Note that, our results are not directly comparable to Conesa and Krueger (2006) as our tax polynomial has only two parameters and is not able to generate a flat tax together with a tax deductible threshold. A flat tax in our framework automatically removes the tax free threshold, whereas the three parameter polynomial based on Gouveia and Strauss (1994) explicitly allows for the possibility of a flat tax together with a tax free threshold. In addition, our model without health spending risk has still some features that differ from the model in Conesa and Krueger (2006), which can explain the slight difference in optimal taxes (e.g. health dependent survival, small differences in bequests and transfer schemes, etc.).

37.

This is similar to the no insurance case discussed earlier in column (3) of Table 6. The difference is that in the UPHI with 100% coinsurance case we leave the Medicare payroll tax in place, whereas in the no insurance case we also removed this payroll tax.

38.

Note that in our setting, households face a no-borrowing constraint.

39.

We also search for the optimal mix of UPHI coinsurance and progressive tax rate and find that |$\rho ^{ \textit{UPHI}}=0.55$| with a tax progressivity parameter value of |$\tau _{\textit{UPHI}}^{*}=0.110$| results in the highest possible welfare under this insurance scenario. Note that, many alternative health insurance designs in combination with an optimal tax progressivity are possible and an exhaustive search over all the possibilities is beyond the scope of this paper.

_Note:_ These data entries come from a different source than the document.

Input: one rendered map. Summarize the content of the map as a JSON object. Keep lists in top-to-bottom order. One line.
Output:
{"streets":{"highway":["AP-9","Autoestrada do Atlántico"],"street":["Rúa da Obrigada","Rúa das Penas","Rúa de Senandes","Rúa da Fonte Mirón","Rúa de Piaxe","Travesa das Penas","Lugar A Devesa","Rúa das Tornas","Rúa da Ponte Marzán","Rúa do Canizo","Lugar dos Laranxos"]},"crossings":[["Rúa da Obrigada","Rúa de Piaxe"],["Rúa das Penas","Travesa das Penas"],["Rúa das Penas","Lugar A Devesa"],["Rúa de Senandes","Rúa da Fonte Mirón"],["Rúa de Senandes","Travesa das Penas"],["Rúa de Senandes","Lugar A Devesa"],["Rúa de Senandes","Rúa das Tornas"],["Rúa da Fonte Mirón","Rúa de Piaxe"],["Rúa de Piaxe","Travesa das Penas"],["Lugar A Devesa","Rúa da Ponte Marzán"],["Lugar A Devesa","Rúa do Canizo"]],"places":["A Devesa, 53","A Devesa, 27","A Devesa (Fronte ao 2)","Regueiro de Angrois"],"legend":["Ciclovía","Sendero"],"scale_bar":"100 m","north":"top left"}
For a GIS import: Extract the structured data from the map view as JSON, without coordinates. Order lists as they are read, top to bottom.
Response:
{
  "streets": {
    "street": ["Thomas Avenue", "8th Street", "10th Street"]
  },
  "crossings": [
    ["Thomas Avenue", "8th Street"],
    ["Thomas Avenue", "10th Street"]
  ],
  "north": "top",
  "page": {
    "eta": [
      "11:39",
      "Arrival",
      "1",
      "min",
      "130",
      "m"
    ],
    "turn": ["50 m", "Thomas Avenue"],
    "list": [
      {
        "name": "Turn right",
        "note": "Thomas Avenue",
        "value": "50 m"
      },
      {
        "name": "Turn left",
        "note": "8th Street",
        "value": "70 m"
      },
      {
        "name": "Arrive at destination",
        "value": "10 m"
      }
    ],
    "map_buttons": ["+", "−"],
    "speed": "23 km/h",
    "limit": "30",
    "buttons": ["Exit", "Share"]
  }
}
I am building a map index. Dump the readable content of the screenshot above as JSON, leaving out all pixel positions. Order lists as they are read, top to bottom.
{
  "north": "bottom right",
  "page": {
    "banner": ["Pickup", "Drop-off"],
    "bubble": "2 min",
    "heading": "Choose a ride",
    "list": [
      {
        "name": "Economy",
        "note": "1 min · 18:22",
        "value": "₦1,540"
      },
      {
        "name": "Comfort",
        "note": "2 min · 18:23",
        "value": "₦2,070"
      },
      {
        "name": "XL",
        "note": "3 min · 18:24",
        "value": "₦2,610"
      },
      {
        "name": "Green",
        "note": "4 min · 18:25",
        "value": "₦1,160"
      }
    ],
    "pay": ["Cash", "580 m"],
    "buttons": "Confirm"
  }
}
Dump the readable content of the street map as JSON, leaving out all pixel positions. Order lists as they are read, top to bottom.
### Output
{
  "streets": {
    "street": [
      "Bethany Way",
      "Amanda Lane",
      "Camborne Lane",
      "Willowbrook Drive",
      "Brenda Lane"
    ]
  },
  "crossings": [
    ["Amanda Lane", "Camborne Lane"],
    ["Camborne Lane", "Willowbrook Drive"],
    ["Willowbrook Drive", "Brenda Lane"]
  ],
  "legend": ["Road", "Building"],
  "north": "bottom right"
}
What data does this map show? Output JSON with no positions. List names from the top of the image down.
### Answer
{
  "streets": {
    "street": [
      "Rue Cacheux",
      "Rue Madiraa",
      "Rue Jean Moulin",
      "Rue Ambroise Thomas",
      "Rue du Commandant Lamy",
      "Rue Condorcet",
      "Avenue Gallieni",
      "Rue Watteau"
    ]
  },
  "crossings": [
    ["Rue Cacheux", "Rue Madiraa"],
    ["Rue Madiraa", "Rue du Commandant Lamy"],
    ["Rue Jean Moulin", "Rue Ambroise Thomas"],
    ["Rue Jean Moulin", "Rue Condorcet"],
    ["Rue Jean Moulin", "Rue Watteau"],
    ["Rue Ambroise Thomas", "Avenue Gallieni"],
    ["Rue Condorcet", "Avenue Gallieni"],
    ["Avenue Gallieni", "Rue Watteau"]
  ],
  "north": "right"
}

We investigate optimal universal public health insurance in an incomplete market model with heterogeneous agents due to income and health risks in Jung and Tran (2022).

40.

This is in line with parameterizations found in the disability literature such as Low and Pistaferri (2015), who model the disability state (in our context a move from healthy to unhealthy) as a Frisch complement to consumption.

41.

The results of this experiment are available in the working paper version from the authors’ websites.